[WORK REQUIRED] Repeat the records below line by line, exactly, finishing on the line that contains "Task: What data".

[Saved data entries]
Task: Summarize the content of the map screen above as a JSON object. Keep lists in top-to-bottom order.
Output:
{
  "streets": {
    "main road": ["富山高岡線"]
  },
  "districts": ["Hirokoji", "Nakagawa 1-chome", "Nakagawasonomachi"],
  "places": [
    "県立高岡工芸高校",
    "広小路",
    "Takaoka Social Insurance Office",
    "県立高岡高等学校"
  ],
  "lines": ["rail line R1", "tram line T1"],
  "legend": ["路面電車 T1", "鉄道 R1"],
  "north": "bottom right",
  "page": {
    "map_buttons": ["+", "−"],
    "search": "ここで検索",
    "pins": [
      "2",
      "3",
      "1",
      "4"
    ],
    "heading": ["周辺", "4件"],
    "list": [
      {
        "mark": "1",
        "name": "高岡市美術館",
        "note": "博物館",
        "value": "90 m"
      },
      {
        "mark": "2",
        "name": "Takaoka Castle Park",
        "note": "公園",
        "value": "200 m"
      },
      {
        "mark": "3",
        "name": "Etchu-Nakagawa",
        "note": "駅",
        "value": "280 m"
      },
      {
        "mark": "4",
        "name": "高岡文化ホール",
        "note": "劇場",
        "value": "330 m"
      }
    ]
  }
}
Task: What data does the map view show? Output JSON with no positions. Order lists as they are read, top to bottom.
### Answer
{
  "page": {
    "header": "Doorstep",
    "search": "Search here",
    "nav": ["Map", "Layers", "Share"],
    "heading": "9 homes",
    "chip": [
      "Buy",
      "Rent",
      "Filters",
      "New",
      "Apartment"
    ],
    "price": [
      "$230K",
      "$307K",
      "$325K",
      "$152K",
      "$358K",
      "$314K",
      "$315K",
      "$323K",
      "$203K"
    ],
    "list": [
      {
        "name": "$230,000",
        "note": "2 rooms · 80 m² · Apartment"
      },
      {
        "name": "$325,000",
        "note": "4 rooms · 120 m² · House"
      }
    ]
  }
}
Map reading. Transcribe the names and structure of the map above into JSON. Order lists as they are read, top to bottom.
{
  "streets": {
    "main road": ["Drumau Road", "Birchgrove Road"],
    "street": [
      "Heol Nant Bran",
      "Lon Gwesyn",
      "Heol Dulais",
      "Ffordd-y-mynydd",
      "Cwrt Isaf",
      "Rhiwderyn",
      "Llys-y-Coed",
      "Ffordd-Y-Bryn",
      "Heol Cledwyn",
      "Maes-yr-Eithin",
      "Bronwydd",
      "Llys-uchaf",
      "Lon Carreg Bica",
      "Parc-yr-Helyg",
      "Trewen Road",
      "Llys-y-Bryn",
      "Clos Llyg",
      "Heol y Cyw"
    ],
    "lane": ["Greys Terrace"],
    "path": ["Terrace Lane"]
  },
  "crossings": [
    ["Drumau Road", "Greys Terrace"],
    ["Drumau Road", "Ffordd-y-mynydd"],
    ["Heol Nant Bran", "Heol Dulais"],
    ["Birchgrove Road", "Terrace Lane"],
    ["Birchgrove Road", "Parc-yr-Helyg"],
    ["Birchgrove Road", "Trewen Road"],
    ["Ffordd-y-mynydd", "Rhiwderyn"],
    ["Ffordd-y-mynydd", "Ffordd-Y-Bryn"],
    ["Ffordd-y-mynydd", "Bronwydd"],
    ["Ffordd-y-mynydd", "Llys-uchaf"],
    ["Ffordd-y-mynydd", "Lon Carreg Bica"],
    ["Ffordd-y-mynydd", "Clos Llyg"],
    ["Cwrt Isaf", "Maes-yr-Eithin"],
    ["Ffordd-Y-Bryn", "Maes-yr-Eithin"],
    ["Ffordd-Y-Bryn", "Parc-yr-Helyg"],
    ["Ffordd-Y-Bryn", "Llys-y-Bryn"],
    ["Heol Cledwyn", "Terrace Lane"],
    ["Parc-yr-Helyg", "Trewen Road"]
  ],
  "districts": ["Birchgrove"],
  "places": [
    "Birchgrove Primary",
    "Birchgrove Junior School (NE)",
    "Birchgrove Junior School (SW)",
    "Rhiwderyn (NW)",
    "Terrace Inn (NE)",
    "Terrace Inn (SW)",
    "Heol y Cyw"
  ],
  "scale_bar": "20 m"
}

[ANSWER TO THE PROBLEM]
Task: Summarize the content of the map screen above as a JSON object. Keep lists in top-to-bottom order.
Output:
{
  "streets": {
    "main road": ["富山高岡線"]
  },
  "districts": ["Hirokoji", "Nakagawa 1-chome", "Nakagawasonomachi"],
  "places": [
    "県立高岡工芸高校",
    "広小路",
    "Takaoka Social Insurance Office",
    "県立高岡高等学校"
  ],
  "lines": ["rail line R1", "tram line T1"],
  "legend": ["路面電車 T1", "鉄道 R1"],
  "north": "bottom right",
  "page": {
    "map_buttons": ["+", "−"],
    "search": "ここで検索",
    "pins": [
      "2",
      "3",
      "1",
      "4"
    ],
    "heading": ["周辺", "4件"],
    "list": [
      {
        "mark": "1",
        "name": "高岡市美術館",
        "note": "博物館",
        "value": "90 m"
      },
      {
        "mark": "2",
        "name": "Takaoka Castle Park",
        "note": "公園",
        "value": "200 m"
      },
      {
        "mark": "3",
        "name": "Etchu-Nakagawa",
        "note": "駅",
        "value": "280 m"
      },
      {
        "mark": "4",
        "name": "高岡文化ホール",
        "note": "劇場",
        "value": "330 m"
      }
    ]
  }
}
Task: What data does the map view show? Output JSON with no positions. Order lists as they are read, top to bottom.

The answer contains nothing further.